Если данный злой поступок был бессознательный, то посмотрим, откуда произросло это несознательное житие. Конечно мы увидим много и алого и черного самопорожденного тумана. Оправдываться условиями среды, трудностями быта принято и, в конце концов, делается легким и избитым. Зачем складывать вину на какую-то среду, из которой человек и не пытался уйти? Не лучше ли поискать ближе… в самом себе?
Быт всегда труден. Лишь по незнанию люди думают, что кому-то легко, а только не им. Часто там имеются те трудности, о которых эти люди и вообще не думали. Трудно везде. А чтобы увидать эти трудности, прежде всего нужно освобождаться от тумана. Ведь туманы происходят от земных испарений. Каждый душевный туман будет от земного, от телесного. Если это твердо запомнить, то при первом же слое этого тумана еще можно одуматься, еще можно сообразить, насколько постыдно это погружение в рудиментарный хаос.

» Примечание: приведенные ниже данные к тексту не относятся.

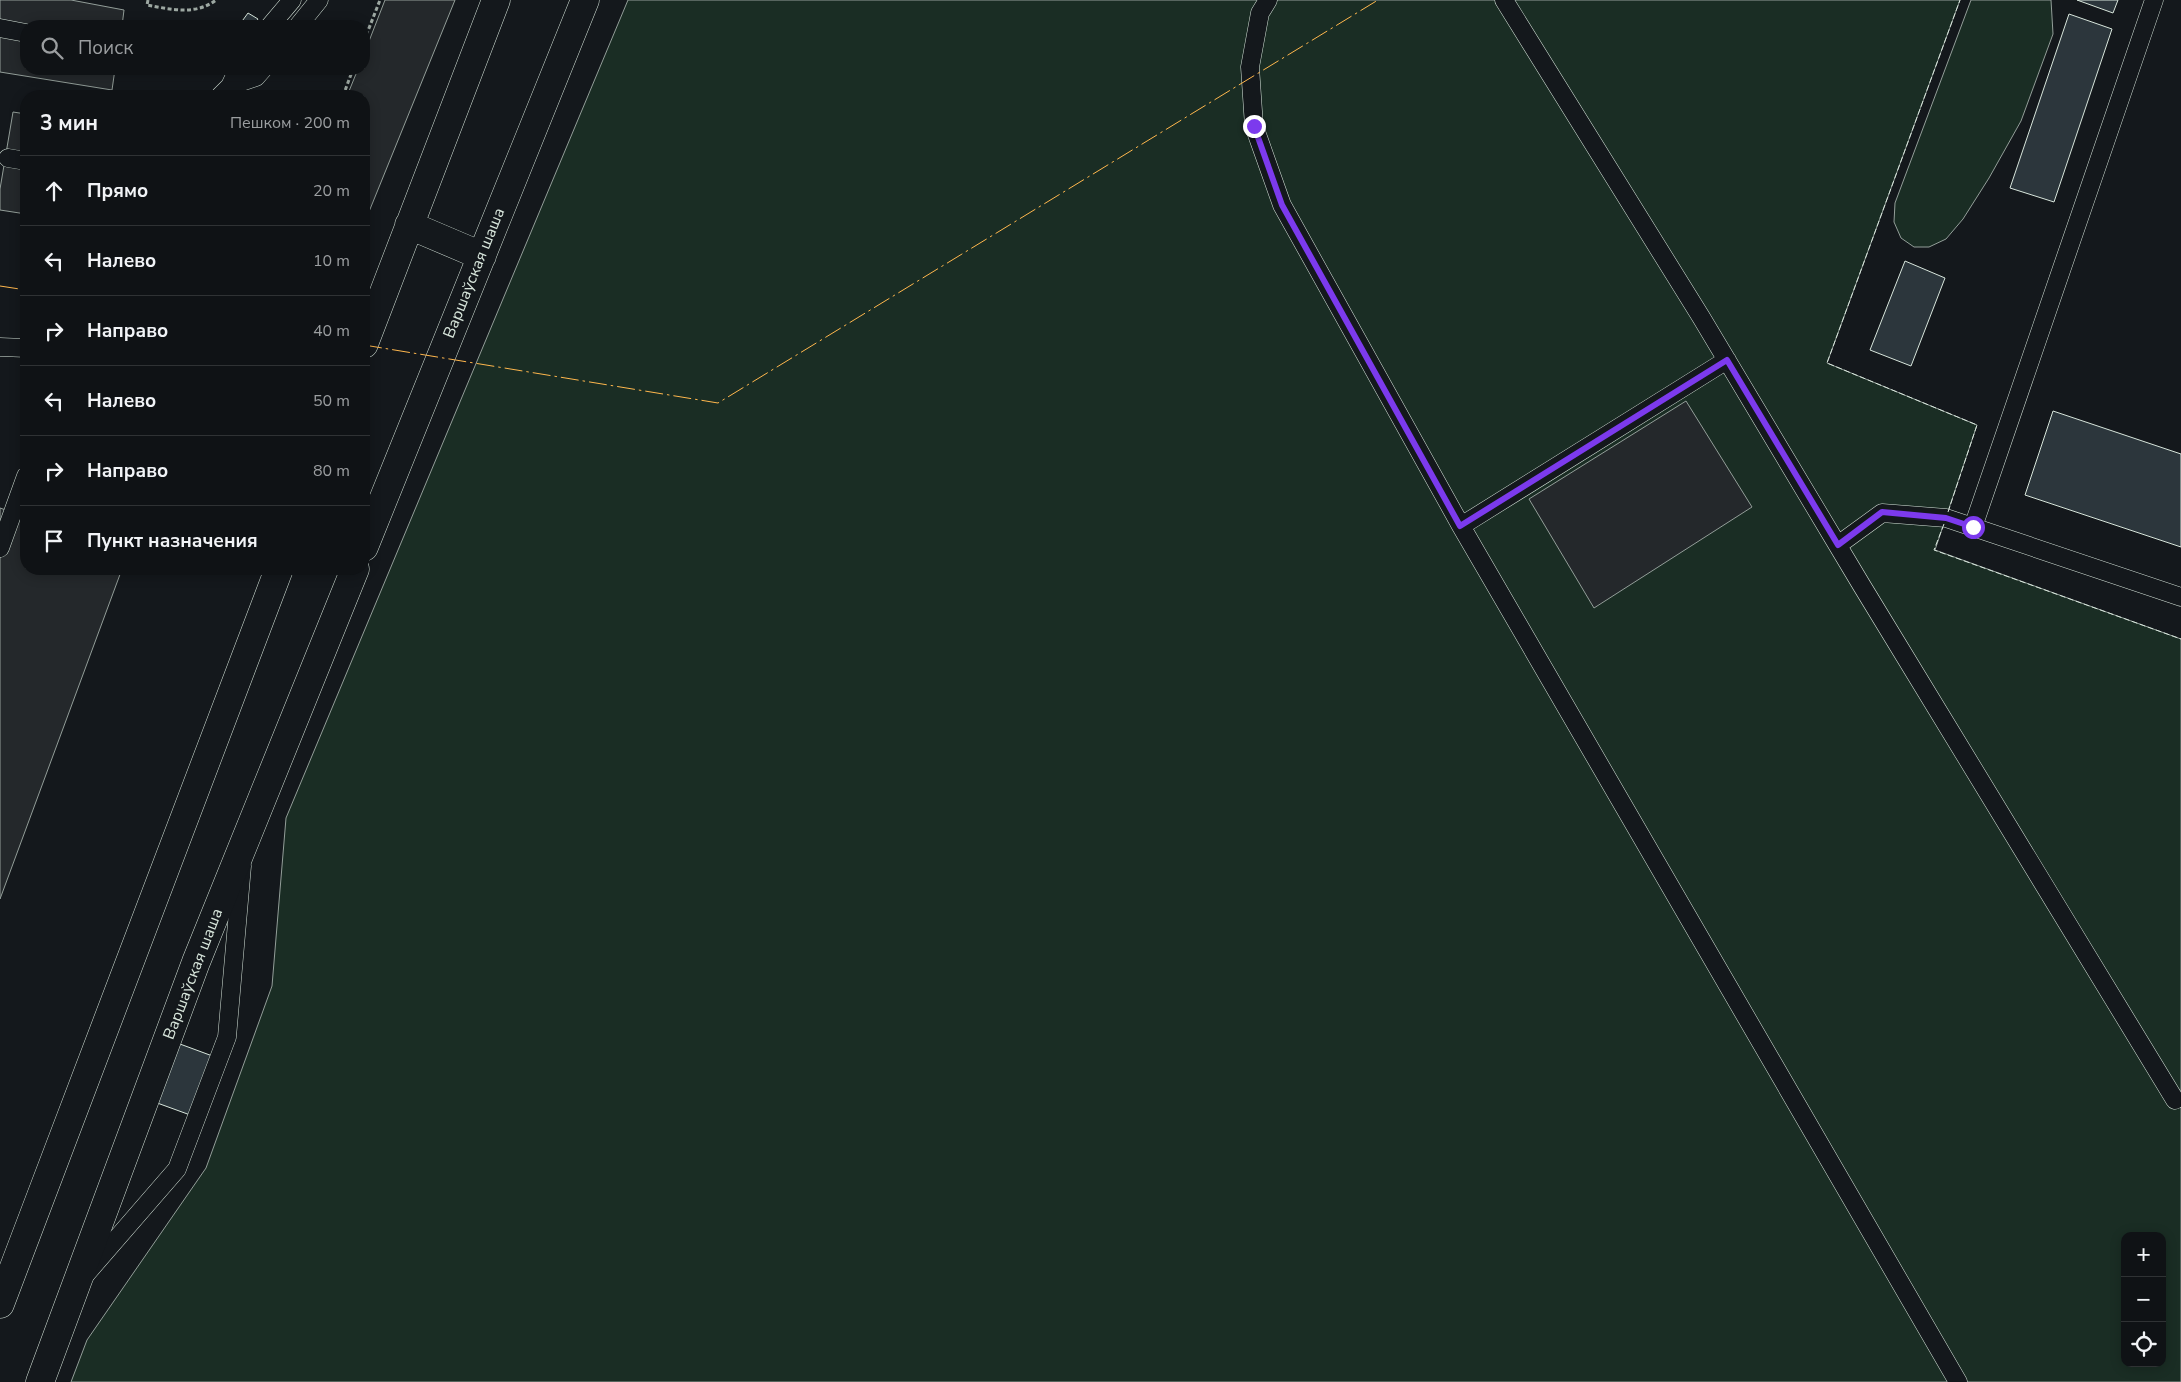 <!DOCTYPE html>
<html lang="ru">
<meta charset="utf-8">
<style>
body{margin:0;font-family:"Nunito Sans",sans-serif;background:#1d2022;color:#f1f3f6}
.controls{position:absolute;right:15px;bottom:15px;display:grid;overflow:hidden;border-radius:10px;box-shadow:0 2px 12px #0003}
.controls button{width:45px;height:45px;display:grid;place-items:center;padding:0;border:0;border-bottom:1px solid #2f3234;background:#0f1215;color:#f1f3f6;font:25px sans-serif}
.stop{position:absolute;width:15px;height:15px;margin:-11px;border:4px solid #7c3aed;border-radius:50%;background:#fff}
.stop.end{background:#7c3aed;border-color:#fff;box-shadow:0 1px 5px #0008}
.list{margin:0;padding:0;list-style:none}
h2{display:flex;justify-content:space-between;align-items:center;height:65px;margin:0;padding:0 20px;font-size:21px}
h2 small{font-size:16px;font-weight:400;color:#9b9ea0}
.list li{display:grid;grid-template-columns:32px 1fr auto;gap:15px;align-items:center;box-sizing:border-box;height:70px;padding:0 20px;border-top:1px solid #2f3234}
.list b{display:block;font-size:19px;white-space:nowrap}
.list em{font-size:16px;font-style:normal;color:#9b9ea0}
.icon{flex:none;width:28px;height:28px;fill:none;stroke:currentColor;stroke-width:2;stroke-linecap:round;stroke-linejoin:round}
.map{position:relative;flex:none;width:2181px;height:1382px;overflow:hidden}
.search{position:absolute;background:#0f1215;box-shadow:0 2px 12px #0003;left:20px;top:20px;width:350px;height:55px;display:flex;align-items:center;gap:12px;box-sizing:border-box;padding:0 18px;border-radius:20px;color:#9b9ea0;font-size:19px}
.panel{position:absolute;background:#0f1215;box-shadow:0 2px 12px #0003;left:20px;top:90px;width:350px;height:485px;border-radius:20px}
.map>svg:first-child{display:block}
.green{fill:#1a2d24;stroke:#939e99;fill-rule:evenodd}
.parking{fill:#24282b;stroke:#939e99}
.building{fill:#2c363c;stroke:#d8e6dc}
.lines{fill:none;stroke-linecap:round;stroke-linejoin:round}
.service-casing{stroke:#d8e6dc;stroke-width:19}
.trunk-casing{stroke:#d8e6dc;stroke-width:29}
.path{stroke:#9da8a2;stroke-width:3;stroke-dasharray:4 2.5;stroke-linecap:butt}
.service{stroke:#14181c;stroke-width:18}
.trunk{stroke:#14181c;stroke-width:28}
.fence{stroke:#d8e6dc;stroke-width:1;stroke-dasharray:6 2.5;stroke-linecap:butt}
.power{stroke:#ffb74d;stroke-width:1;stroke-dasharray:18 4 2.5 4;stroke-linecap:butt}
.route{stroke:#7c3aed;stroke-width:6}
.labels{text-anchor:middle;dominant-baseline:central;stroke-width:4;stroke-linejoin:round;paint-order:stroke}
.street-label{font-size:16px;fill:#d8e6dc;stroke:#14181c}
</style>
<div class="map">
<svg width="2181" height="1382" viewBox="0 0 2181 1382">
<rect width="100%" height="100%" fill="#14181c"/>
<path class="green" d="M 628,0 L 1960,0 L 1827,363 L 1977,425 L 1935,550 L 2181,639 L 2181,1382 L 71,1382 L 87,1340 L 206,1168 L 272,986 L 286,818 ZM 2125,1236 L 2162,1236 L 2162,1363 L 2125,1363 Z
M 1971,0 L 2051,0 L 2053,34 L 2021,121 L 1989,178 L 1963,219 L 1946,239 L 1929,247 L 1914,247 L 1901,238 L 1894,222 L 1895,203 Z"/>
<path class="parking" d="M 0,0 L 71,0 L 124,10 L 122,26 L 26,26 L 26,69 L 115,69 L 112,90 L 0,72 Z
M 385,0 L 455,0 L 364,224 L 364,96 L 347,96 L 358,69 L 364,69 L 364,54 Z
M 13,112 L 26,114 L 26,214 L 0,210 L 0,189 Z
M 1686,401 L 1752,507 L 1594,608 L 1529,499 Z
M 0,508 L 26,517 L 26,569 L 122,569 L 0,899 Z"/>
<path class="building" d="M 2077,0 L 2118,0 L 2113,13 Z
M 248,13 L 258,19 L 253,26 L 243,26 L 240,24 Z
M 2069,14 L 2112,29 L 2054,202 L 2010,188 Z
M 1905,261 L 1945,278 L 1911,366 L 1870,350 Z
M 2053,411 L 2181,454 L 2181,547 L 2025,495 Z
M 161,1037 L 226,1061 L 204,1120 L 138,1096 Z"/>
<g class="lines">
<defs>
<path id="service" d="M 1268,0 L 1260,13 L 1250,67 L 1254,126 L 1282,205 L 1461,526 L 1958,1382
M 1504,0 L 1701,317 L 1862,586 L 2175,1100
M 270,26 L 292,0
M 298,26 L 319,0
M 0,28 L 26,33
M 230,86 L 256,77 L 263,69
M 220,96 L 230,86 L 238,69
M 8,158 L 26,161
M 0,347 L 26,348
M 1461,526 L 1727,360
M 1973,527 L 2154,0
M 1838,545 L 1882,513 L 1946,518 L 2181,597
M 0,548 L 26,476
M 86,1274 L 177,1169 L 227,1037 L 242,866"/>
<path id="trunk" d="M 409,225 L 482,256
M 364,344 L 496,0
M 364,547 L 585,0
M 0,1304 L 279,569
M 40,1382 L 196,962 L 355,569"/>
</defs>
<use href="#service" class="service-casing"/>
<use href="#trunk" class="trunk-casing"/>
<path class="path" d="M 148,0 L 147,5 C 169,9 195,16 216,0
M 364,41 L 380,0
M 343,96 L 353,69"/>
<use href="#service" class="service"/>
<use href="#trunk" class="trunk"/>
<path class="fence" d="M 1948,512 L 1977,425 L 1827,363 L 1960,0
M 1944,524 L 1934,550 L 2181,639"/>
<path class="power" d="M 0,286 L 26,290
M 364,345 L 718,403 L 1378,0"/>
</g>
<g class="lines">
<path class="route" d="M 1254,126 L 1282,205 L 1460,526 L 1727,360 L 1838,545 L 1882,512 L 1946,518 L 1973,527"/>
</g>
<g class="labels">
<g class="street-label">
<text transform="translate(474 273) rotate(-68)">Варшаўская шаша</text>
<text transform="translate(193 974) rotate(-69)">Варшаўская шаша</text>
</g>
</g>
</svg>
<div class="controls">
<button>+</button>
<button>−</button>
<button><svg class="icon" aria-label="locate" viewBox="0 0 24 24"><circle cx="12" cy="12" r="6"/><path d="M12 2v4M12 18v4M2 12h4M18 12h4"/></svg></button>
</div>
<div class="stop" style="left:1973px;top:527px"></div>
<div class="stop end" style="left:1254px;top:126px"></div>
<div class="search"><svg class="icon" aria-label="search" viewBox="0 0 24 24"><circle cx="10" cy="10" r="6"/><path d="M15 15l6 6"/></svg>Поиск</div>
<section class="panel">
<h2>3 мин<small>Пешком · 200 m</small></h2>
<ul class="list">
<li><svg class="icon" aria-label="ahead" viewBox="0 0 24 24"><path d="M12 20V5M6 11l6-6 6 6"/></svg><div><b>Прямо</b></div><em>20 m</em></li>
<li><svg class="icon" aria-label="left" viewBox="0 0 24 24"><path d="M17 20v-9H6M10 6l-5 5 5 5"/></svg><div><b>Налево</b></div><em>10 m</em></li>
<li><svg class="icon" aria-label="right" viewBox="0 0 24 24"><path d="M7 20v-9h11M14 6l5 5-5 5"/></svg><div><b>Направо</b></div><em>40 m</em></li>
<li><svg class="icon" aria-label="left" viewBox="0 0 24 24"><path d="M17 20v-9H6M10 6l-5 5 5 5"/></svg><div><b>Налево</b></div><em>50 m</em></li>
<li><svg class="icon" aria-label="right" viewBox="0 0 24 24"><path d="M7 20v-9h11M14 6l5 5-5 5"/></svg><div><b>Направо</b></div><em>80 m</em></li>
<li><svg class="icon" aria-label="arrive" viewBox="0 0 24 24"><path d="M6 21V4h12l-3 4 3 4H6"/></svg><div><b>Пункт назначения</b></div></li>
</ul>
</section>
</div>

И опять-таки для соображений о земных туманах не нужно ждать каких-то войн, смятений, преступлений кричащих. В тиши быта, при запертых дверях и окнах родится черный и красный туман. Там совершаются непоправимые накопления.
На море и на улицах при тумане зажигают двойные огни; указывают опасность сиренами и гудками. Вот и гибельная опасность душевного тумана должна быть предупреждаема какими-то голосами и внешними и внутренними. Зазвучи, сердце!
24 Февраля 1935 г.
"Прометей", 1971 г., № 8
Oeuvre
Ясное и в то же время почти непереводимое слово. Можно сказать "творение", но все-таки придется согласиться в том понимании, в котором "oeuvre" вошло из французской литературы.
Об искусстве во всех его проявлениях принято судить очень легкомысленно. Кто-то прочел два стихотворения и уже говорит о поэте. Кто-то увидал три-четыре картины или воспроизведения картин — и уже судит о художнике. По одному роману определяется писатель. Одна книга очерков уже достаточна для бесповоротного суждения за чашкой чаю.